Antidepressants

The first antidepressant introduced in the late 1950's. In 1957 were discovered by iproniazid and imipramine. The first group was the ancestor of antidepressants, MAO inhibitors, on the basis of the second were synthesized tricyclic antidepressants.

In accordance with modern ideas, with depression decreasing serotoninergicheskaya noradrenergicheskaya and synaptic transmission. It is therefore an important link in the mechanism of action of antidepressants is considered to be caused by the accumulation of brain norepinephrine and serotonin.

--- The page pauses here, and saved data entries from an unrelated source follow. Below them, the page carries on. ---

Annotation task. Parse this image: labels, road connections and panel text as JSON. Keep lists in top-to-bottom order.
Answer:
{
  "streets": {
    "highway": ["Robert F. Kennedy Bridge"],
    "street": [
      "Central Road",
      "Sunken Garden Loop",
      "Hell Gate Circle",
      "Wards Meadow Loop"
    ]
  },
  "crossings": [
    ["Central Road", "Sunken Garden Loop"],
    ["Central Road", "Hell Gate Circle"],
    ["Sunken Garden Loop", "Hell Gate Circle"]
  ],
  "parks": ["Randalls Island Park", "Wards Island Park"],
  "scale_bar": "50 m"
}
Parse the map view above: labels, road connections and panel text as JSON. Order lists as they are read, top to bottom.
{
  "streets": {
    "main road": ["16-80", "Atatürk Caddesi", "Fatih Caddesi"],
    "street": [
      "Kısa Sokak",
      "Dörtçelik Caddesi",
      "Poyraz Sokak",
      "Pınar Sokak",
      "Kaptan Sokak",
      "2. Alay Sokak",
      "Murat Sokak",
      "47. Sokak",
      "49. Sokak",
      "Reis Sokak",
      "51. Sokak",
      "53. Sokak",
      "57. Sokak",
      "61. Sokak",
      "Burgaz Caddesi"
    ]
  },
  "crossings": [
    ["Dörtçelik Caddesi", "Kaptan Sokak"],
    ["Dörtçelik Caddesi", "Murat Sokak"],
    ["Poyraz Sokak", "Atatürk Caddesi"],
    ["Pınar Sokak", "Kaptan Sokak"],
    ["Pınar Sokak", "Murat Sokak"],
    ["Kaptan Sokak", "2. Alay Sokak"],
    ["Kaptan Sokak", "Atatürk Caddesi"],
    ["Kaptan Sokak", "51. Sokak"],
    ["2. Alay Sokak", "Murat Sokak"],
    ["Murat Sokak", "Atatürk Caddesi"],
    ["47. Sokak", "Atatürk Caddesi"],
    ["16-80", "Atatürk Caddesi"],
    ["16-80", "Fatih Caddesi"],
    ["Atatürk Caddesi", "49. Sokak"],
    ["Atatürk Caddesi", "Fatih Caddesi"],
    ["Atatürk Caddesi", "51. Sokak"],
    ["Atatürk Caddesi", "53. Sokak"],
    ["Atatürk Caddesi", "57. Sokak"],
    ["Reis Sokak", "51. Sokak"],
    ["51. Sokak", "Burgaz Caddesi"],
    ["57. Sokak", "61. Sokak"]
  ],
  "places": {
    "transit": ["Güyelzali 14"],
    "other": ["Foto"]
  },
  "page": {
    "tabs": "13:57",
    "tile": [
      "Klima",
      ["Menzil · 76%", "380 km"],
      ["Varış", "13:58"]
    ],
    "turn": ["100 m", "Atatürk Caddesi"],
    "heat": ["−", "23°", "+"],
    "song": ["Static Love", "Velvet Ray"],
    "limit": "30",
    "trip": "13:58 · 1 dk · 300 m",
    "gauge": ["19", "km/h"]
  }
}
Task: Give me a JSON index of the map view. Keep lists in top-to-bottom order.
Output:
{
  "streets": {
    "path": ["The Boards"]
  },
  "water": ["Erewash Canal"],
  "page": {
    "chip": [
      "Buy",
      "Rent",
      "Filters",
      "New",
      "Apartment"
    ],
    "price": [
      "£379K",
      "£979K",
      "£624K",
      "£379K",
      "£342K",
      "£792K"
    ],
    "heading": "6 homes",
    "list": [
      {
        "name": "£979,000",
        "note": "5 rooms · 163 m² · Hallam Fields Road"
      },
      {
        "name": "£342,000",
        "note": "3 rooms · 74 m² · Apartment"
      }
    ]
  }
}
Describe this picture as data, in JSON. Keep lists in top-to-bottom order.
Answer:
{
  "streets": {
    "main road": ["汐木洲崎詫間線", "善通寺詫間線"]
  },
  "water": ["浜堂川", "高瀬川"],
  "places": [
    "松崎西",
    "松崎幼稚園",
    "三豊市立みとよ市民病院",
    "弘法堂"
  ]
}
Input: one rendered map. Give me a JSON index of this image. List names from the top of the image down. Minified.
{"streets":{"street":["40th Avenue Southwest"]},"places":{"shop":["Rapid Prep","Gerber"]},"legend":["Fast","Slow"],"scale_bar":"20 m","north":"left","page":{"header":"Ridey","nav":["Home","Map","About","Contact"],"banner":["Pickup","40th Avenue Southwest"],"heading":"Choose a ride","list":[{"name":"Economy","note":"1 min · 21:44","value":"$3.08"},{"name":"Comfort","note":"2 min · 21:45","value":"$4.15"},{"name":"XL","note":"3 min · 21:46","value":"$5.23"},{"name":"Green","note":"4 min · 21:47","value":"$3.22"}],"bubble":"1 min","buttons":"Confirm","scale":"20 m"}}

MAO inhibitors block monoaminoksidazu - the enzyme that causes oxidative desamidization and inactivation monoanines. There are currently two known forms of MAO - type A and type B, differing in the substrate, are subjected to their operation. MAO type A resulting in desamidization noradrenaline, adrenaline, dofamina, serotonin, tiramina and MAO type B - desamidization feniletilamina and some other amines. There are competitive and non-inhibition, reversible and irreversible. It can be observed substrate specificity of the drug, ie, predominant influence on the different desamidization monoanines. All this greatly affects the therapeutic and pharmacological properties of different MAO inhibitors. For example, iproniazid, nialamid, fenelzin, traniltsipromin irreversibly blocking MAO type A. At the same time pirlindol, tetrindol, metralindol, eprobemid, moklobemid, etc. (which belong to a new generation of antidepressants, MAO ignibitorov) - have on monoaminoksidazu reversible and selective influence .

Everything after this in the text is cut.